Varios factores confluyeron para el récord productivo, según explican los especialistas. Además del factor climático positivo para la mayoría de las regiones girasoleras, estuvo la baja de Derechos de Exportación (DEX) y el buen nivel de precios internacionales. Para este fundamento hay tres factores clave: el conflicto entre Rusia y Ucrania, los países líderes del cultivo, la creciente demanda global de aceites vegetales y el incremento del uso de los biocombustibles como alternativa de energía renovable.

En el caso de la planta de LDC, un especialista del negocio recordaba que desde la década de los años noventa no se construía una fábrica de girasol en la zona de Bahía Blanca, determinante para la producción agrícola del sudeste bonaerense. El proyecto, recordó, permitirá ampliar la oferta de compradores de girasol, un mercado que a menudo ha sido criticado por los operadores por ofrecer poca transparencia en la fijación de precios. Otra de las ventajas es que la planta servirá para la molienda de soja y de cultivos de invierno que vienen ganando superficie por su destino como biocombustible, como la colza, la camelina y la carinata.

Colza

“Esto va a permitir bajar los costos de molienda”, explicó el especialista, quien remarcó que también contribuirá a que se exporte más aceite y menos semilla que para el complejo oleaginoso representa un menor grado de elaboración y un mayor costo logístico en flete. “Habrá una mejora en el precio para el productor al exportar más aceite”, añadió.

En rigor, los ejecutivos de LDC tenían el proyecto de construir esta planta desde hacía varios años. “La mejora de las condiciones macroeconómicas contribuyó a tomar la decisión”, dijo una fuente de la industria.

En definitiva, el agro demuestra que puede poner en marcha rápidamente un círculo virtuoso de inversiones y récords productivos cuando las condiciones mejoran. Esto está asentado en una base de desarrollo tecnológico cada vez más amplia con cultivos que desafían los techos de rendimiento. Y este crecimiento se logra pese a que todavía persisten los DEX para el girasol, aunque entraron en el cronograma de rebajas, y se mantienen elevados para la soja, lo que distorsiona todo el sistema agrícola.

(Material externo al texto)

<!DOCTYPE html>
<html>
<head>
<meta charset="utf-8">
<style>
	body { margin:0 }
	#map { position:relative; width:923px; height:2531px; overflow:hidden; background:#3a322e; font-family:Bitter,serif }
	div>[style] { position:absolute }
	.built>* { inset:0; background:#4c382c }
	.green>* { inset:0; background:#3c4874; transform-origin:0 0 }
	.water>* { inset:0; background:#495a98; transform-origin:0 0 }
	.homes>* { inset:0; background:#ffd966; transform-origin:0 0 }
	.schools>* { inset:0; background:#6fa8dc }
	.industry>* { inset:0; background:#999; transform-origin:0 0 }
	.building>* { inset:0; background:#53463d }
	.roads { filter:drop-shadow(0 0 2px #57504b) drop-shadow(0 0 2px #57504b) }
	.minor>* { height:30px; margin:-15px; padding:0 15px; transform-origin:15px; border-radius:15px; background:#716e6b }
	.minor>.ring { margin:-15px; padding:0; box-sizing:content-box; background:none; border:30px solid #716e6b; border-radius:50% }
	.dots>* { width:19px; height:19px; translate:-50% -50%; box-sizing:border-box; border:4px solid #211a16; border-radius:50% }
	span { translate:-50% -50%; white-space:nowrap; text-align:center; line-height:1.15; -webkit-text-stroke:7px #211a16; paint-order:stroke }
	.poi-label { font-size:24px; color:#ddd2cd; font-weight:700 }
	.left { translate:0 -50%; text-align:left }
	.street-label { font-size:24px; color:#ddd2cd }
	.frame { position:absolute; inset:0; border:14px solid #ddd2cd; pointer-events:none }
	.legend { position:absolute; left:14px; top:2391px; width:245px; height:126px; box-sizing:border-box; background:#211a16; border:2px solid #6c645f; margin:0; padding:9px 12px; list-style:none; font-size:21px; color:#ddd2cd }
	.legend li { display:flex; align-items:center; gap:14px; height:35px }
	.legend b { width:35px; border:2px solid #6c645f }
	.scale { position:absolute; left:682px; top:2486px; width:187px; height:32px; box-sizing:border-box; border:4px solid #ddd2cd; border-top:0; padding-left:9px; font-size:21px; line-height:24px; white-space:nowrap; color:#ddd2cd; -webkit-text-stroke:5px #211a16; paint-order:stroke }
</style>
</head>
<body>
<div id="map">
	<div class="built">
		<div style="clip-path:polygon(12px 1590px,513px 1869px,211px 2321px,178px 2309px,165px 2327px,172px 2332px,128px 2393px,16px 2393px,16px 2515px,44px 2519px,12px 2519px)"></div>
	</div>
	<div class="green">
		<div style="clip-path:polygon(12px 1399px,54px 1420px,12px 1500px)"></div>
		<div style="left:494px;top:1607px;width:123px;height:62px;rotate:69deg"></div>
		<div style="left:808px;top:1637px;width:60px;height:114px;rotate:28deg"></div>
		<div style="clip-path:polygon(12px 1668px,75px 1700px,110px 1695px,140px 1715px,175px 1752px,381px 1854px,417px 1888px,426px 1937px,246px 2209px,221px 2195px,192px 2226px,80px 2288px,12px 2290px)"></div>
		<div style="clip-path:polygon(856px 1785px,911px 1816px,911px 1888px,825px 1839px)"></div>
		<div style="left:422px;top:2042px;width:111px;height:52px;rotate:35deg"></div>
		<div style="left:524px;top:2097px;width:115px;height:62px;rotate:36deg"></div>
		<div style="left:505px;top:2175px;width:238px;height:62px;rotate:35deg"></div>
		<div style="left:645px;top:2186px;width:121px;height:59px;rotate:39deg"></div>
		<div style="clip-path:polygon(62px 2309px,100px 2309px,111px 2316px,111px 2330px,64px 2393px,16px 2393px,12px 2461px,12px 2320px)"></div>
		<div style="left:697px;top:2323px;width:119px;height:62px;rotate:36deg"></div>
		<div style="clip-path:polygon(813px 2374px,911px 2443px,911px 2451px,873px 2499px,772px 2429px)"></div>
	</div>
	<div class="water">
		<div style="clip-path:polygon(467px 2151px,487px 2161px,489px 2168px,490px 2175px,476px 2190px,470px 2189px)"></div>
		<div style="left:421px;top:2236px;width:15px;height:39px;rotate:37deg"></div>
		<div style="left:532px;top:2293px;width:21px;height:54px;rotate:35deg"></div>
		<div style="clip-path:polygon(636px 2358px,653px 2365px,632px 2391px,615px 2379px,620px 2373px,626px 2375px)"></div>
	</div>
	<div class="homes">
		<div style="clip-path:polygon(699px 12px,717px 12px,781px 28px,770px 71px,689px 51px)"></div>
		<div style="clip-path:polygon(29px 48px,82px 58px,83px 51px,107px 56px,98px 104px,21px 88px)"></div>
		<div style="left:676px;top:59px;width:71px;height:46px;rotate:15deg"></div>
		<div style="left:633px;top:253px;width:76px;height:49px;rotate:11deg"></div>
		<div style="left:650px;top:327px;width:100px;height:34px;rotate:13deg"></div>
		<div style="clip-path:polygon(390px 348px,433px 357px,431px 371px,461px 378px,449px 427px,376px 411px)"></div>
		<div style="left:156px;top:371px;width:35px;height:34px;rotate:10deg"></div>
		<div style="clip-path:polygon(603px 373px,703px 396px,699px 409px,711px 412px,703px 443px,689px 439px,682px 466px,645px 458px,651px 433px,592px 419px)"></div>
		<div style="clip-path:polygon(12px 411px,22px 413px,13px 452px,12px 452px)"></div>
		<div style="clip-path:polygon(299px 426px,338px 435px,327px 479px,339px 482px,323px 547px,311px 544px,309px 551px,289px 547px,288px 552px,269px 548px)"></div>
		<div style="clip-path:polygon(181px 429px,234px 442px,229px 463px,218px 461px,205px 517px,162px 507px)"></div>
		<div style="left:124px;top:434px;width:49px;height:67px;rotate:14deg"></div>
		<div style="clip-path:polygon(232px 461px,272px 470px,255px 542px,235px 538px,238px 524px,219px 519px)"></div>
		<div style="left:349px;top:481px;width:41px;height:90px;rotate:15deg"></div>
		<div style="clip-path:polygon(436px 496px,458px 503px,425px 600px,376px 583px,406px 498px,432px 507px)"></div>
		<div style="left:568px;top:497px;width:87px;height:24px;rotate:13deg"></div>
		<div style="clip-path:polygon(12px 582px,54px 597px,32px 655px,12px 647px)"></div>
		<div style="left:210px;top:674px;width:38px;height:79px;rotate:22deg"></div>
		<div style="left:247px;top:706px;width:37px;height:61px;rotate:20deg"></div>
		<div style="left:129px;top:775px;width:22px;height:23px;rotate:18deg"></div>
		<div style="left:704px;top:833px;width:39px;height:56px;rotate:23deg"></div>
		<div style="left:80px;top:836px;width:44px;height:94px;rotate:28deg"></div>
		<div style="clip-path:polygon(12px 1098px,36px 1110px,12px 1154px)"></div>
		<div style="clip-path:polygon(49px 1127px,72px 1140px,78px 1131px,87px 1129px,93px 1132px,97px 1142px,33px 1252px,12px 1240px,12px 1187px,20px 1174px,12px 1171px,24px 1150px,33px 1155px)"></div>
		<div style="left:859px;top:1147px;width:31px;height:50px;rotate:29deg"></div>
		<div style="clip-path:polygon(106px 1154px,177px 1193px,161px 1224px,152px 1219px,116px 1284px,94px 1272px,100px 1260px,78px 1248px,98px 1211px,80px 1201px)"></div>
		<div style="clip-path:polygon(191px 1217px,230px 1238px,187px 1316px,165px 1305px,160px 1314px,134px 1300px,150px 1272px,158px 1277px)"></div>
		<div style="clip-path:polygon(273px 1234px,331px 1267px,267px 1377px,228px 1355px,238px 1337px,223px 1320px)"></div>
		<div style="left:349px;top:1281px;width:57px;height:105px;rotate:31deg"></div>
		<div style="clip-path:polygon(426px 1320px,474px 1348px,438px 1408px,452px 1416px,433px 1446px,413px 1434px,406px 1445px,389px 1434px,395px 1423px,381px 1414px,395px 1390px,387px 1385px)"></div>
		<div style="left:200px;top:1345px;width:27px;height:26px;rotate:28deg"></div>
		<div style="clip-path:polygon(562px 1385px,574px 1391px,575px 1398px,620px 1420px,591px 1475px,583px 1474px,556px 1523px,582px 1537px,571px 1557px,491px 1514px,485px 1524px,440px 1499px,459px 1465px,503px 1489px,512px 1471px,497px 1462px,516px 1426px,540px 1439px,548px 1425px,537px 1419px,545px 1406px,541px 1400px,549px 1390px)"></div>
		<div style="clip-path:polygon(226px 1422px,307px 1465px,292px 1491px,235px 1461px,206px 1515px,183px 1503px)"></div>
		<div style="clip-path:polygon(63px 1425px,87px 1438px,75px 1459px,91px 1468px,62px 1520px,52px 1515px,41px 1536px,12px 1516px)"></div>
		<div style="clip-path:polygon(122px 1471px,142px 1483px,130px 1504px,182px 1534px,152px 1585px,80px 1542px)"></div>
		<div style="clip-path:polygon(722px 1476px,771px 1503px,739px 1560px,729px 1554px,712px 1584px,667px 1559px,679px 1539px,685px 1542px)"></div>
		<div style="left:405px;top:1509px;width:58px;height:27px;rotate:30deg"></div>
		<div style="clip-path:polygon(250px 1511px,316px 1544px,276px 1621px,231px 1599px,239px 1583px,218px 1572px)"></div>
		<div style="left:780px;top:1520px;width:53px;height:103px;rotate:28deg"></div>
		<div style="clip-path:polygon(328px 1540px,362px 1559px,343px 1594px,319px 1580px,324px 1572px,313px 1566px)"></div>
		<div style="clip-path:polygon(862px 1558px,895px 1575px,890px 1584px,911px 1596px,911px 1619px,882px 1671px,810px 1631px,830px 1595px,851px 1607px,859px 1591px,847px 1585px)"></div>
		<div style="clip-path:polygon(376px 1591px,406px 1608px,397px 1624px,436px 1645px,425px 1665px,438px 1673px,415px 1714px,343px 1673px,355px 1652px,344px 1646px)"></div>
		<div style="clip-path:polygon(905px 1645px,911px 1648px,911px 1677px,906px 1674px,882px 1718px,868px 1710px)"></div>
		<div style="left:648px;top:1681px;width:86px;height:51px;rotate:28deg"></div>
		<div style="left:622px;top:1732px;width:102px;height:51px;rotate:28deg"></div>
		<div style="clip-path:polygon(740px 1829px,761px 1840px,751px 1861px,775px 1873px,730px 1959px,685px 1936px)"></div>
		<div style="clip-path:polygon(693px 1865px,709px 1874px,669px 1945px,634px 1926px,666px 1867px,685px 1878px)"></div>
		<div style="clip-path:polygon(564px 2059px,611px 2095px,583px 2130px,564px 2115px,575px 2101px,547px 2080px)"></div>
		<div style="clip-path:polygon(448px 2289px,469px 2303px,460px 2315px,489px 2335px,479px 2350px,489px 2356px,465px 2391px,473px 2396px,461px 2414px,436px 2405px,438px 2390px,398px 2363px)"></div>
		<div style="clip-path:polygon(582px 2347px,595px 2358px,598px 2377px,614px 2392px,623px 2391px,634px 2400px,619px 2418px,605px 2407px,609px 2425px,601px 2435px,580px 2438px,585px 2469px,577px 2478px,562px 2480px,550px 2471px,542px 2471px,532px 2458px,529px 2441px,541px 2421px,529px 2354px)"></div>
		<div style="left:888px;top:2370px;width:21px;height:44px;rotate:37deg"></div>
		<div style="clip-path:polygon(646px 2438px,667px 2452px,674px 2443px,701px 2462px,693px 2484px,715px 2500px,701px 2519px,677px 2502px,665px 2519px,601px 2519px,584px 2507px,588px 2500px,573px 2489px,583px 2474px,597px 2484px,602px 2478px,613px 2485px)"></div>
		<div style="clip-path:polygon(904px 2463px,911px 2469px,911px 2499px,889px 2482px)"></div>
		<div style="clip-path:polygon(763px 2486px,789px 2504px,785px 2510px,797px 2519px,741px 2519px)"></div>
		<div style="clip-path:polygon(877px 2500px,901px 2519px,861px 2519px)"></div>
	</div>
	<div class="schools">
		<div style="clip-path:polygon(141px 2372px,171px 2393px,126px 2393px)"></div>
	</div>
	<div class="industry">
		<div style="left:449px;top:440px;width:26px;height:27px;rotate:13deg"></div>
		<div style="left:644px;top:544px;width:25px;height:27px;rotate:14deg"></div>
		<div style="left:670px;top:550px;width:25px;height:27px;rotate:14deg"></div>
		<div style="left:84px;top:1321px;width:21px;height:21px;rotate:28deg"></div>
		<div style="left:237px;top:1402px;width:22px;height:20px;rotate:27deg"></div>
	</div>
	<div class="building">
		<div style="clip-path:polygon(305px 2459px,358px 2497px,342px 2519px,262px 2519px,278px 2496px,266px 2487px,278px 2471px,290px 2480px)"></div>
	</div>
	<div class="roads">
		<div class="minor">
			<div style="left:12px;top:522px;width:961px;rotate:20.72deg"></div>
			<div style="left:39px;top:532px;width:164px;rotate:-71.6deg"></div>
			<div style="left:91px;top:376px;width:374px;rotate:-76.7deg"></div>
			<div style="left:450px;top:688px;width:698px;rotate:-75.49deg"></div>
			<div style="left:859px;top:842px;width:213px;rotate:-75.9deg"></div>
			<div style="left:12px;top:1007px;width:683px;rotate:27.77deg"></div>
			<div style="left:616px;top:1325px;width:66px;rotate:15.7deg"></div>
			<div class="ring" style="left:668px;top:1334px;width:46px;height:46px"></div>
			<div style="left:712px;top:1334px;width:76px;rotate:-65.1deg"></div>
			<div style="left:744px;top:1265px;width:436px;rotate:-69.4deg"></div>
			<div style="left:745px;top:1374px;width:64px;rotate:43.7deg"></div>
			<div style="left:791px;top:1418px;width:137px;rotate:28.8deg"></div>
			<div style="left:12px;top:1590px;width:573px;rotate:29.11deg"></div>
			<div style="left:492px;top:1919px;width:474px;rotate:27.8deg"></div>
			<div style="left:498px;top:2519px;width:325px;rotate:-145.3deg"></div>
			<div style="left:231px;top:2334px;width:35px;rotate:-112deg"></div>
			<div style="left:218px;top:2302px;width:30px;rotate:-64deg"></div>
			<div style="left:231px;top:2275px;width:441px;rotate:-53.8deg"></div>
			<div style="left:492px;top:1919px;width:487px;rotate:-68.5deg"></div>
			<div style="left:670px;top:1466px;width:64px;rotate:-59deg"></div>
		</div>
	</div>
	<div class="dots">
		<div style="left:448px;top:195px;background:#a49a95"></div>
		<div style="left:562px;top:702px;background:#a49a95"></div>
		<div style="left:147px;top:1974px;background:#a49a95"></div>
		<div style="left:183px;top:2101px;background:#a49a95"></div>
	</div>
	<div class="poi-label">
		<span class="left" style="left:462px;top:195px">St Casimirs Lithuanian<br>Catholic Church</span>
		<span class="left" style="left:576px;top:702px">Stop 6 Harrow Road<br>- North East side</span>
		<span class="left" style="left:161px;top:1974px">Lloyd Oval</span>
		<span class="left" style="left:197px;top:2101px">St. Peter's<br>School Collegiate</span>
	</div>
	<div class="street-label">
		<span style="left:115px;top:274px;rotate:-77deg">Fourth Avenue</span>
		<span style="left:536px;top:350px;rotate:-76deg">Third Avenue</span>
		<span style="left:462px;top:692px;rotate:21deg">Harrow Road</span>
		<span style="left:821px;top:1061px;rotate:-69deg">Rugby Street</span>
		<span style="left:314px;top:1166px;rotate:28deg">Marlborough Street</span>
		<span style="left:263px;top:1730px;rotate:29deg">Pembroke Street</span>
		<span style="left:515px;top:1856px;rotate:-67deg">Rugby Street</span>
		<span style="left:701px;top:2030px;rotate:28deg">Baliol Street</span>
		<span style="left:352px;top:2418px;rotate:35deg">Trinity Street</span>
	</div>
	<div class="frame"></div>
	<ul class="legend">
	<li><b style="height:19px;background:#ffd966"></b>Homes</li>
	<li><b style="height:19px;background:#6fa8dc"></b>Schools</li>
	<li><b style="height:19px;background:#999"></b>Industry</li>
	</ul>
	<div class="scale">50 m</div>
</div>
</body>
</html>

A diferencia de lo que ocurre con otros sectores de la economía, como la minería o la energía, la cadena girasolera demuestra que es capaz de impulsar inversiones de gran magnitud sin los beneficios de un régimen impositivo especial. La expansión podría ser mucho mayor si se superaran cuellos de botella como el logístico con mejores rutas y el desarrollo de otros medios de transporte, como el ferroviario.

“A la Argentina no le queda otra que ser optimista con la agroindustria”, explicaba en estos días alguien familiarizado con las negociaciones del comercio exterior en referencia a la creciente demanda internacional de alimentos. “Será cuestión de que no arruinen ese escenario”, decía. Y tenía razón.